Records for processing:
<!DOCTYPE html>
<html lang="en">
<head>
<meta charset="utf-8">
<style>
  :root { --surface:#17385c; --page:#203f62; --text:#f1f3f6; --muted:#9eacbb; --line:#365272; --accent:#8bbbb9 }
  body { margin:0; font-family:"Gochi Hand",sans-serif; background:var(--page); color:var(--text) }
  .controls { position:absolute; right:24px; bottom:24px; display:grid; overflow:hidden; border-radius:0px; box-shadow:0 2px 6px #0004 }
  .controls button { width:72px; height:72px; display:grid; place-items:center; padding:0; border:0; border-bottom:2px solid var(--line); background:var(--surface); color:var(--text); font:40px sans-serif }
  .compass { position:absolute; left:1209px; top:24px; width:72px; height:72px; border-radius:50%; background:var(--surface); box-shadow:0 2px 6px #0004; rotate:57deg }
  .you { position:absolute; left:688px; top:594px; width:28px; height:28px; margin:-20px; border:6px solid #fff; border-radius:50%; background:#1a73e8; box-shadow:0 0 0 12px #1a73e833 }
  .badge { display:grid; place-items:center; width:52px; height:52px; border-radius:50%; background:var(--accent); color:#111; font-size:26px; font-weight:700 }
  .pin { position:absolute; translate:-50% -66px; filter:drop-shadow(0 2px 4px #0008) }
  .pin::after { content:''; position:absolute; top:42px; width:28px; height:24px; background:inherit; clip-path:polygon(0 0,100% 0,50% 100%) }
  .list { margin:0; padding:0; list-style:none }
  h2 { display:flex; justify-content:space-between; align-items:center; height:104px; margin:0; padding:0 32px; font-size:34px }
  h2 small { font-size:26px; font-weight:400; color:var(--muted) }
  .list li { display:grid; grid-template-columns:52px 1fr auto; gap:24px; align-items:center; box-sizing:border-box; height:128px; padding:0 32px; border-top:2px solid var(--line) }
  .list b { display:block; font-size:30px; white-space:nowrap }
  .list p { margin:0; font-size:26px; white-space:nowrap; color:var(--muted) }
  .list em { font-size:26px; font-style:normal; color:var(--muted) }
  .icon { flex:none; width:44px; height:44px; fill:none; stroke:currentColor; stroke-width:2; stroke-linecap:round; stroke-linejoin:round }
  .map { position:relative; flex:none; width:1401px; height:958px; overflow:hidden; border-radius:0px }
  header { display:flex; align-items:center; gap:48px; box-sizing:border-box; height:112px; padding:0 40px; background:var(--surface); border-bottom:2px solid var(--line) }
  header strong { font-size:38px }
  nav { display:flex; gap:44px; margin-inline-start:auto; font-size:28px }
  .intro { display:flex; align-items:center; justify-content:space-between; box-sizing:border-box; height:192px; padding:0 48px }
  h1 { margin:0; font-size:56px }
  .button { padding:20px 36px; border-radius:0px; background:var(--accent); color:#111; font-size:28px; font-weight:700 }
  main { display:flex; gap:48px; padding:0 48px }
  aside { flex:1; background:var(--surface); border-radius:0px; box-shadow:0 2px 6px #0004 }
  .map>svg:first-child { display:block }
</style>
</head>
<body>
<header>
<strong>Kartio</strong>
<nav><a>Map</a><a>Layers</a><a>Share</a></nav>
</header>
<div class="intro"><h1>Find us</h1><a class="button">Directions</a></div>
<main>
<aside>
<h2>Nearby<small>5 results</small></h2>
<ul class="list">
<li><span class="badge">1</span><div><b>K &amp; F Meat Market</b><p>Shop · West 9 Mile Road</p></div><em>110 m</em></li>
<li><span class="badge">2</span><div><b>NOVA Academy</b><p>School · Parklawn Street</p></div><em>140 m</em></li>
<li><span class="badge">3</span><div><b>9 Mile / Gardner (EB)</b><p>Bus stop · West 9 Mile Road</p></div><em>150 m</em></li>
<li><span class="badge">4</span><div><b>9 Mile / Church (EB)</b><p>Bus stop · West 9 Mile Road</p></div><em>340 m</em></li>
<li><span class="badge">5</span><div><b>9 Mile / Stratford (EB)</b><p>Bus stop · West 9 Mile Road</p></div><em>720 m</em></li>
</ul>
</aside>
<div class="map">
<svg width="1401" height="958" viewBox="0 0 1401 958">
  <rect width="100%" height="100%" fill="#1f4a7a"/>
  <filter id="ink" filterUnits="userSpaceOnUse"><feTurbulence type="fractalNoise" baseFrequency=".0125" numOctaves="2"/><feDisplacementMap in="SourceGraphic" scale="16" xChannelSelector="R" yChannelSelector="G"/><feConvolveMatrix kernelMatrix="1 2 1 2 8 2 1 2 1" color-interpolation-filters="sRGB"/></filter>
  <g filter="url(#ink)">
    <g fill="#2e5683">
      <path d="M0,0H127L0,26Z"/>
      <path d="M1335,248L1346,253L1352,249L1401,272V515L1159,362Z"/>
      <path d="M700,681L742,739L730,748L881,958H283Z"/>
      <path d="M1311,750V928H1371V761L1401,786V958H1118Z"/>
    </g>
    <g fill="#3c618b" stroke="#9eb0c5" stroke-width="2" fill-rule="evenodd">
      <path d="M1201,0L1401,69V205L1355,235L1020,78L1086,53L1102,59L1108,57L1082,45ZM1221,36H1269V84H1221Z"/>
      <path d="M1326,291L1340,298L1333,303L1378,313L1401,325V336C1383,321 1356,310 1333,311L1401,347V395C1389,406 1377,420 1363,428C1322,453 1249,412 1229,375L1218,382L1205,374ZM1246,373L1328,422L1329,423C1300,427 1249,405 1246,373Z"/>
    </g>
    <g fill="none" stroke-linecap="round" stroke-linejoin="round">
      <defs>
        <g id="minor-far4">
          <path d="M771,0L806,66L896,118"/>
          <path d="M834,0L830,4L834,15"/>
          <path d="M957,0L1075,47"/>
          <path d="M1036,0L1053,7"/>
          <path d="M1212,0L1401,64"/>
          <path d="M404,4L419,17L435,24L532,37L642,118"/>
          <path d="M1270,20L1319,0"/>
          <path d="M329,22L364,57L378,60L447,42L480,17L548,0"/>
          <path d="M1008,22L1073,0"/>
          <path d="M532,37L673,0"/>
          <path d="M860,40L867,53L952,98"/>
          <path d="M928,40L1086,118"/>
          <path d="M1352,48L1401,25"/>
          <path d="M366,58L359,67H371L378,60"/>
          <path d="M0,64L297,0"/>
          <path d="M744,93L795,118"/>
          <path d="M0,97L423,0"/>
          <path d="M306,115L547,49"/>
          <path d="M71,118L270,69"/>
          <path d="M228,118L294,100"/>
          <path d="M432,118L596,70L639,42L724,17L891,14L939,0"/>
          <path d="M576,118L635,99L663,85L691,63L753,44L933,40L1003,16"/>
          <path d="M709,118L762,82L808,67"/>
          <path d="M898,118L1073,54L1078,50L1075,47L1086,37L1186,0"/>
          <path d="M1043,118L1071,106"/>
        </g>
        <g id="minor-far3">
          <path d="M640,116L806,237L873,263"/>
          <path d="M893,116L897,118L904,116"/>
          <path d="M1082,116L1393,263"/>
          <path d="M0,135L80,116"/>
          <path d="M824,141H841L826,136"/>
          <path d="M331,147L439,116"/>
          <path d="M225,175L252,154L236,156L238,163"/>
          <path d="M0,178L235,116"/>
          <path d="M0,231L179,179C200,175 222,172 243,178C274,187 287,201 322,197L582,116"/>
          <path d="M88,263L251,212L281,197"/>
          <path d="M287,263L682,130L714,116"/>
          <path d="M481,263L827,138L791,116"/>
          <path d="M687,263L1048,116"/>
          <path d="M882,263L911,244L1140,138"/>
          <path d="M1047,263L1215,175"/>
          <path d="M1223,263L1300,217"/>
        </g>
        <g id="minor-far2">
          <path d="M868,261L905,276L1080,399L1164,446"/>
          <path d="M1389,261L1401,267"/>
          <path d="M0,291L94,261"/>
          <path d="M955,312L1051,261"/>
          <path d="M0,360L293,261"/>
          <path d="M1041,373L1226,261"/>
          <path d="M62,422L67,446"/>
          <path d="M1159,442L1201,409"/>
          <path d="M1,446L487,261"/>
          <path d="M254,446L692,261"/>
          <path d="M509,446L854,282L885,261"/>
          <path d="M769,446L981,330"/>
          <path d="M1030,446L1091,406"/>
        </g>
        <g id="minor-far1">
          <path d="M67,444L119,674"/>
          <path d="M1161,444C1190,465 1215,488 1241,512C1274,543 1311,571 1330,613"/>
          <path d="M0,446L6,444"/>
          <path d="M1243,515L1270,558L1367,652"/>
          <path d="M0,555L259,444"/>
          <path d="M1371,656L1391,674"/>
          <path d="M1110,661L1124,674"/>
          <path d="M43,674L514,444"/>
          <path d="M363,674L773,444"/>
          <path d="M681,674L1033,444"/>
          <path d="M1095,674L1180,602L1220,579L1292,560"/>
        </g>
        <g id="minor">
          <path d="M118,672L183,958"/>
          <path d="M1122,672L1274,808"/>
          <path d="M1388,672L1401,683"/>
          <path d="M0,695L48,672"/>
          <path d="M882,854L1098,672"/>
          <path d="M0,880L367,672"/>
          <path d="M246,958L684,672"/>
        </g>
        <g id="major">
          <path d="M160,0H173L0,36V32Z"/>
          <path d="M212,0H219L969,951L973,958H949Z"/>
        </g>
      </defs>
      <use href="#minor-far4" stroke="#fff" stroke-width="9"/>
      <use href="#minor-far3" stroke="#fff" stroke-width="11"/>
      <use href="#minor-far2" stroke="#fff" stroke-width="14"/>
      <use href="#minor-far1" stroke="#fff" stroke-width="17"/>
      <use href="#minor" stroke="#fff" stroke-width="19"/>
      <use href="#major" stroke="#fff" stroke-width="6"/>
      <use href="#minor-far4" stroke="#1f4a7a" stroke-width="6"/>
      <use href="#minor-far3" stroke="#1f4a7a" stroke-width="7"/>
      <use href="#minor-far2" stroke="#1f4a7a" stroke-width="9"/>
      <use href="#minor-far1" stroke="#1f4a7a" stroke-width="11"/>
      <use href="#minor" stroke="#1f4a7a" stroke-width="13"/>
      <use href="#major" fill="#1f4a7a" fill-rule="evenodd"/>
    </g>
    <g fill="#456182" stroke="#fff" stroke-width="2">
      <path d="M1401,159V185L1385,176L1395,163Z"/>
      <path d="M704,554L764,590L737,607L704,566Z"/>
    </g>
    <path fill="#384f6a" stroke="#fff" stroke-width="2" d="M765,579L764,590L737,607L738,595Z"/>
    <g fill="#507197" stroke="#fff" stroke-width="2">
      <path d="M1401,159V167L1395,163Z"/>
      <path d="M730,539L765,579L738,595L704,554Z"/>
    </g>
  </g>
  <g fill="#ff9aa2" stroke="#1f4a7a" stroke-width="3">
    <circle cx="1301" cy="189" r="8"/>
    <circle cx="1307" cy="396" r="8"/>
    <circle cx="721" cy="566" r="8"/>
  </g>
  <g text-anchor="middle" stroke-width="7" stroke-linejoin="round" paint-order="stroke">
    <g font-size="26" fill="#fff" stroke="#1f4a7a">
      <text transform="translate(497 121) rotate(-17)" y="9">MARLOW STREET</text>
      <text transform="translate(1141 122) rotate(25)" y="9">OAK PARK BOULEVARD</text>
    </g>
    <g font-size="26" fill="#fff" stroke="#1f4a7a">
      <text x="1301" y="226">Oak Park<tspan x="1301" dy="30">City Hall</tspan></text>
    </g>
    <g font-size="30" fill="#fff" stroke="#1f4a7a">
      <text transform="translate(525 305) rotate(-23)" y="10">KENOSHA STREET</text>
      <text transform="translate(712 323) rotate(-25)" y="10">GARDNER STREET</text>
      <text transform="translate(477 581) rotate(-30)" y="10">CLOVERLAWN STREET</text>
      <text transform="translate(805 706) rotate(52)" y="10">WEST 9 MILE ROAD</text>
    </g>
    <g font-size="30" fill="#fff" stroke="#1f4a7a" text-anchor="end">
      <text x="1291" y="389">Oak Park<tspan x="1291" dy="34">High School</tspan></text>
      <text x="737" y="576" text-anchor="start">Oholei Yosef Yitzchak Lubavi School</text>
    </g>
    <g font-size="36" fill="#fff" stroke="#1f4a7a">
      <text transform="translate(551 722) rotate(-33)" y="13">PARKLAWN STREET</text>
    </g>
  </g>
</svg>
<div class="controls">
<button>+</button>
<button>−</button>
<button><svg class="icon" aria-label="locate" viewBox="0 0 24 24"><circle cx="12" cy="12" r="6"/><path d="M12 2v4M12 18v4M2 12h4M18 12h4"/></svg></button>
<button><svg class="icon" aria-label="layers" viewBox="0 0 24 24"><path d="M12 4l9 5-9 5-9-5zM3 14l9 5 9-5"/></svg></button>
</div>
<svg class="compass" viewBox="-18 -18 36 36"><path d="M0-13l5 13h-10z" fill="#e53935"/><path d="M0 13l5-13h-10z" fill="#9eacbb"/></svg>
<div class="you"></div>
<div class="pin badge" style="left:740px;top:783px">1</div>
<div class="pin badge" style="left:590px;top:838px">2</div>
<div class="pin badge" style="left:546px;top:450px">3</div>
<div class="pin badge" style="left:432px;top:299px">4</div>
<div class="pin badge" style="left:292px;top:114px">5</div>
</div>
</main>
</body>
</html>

Directions: Going through the material above, tally the lines holding "aria" and give the number alone.

Reply: 2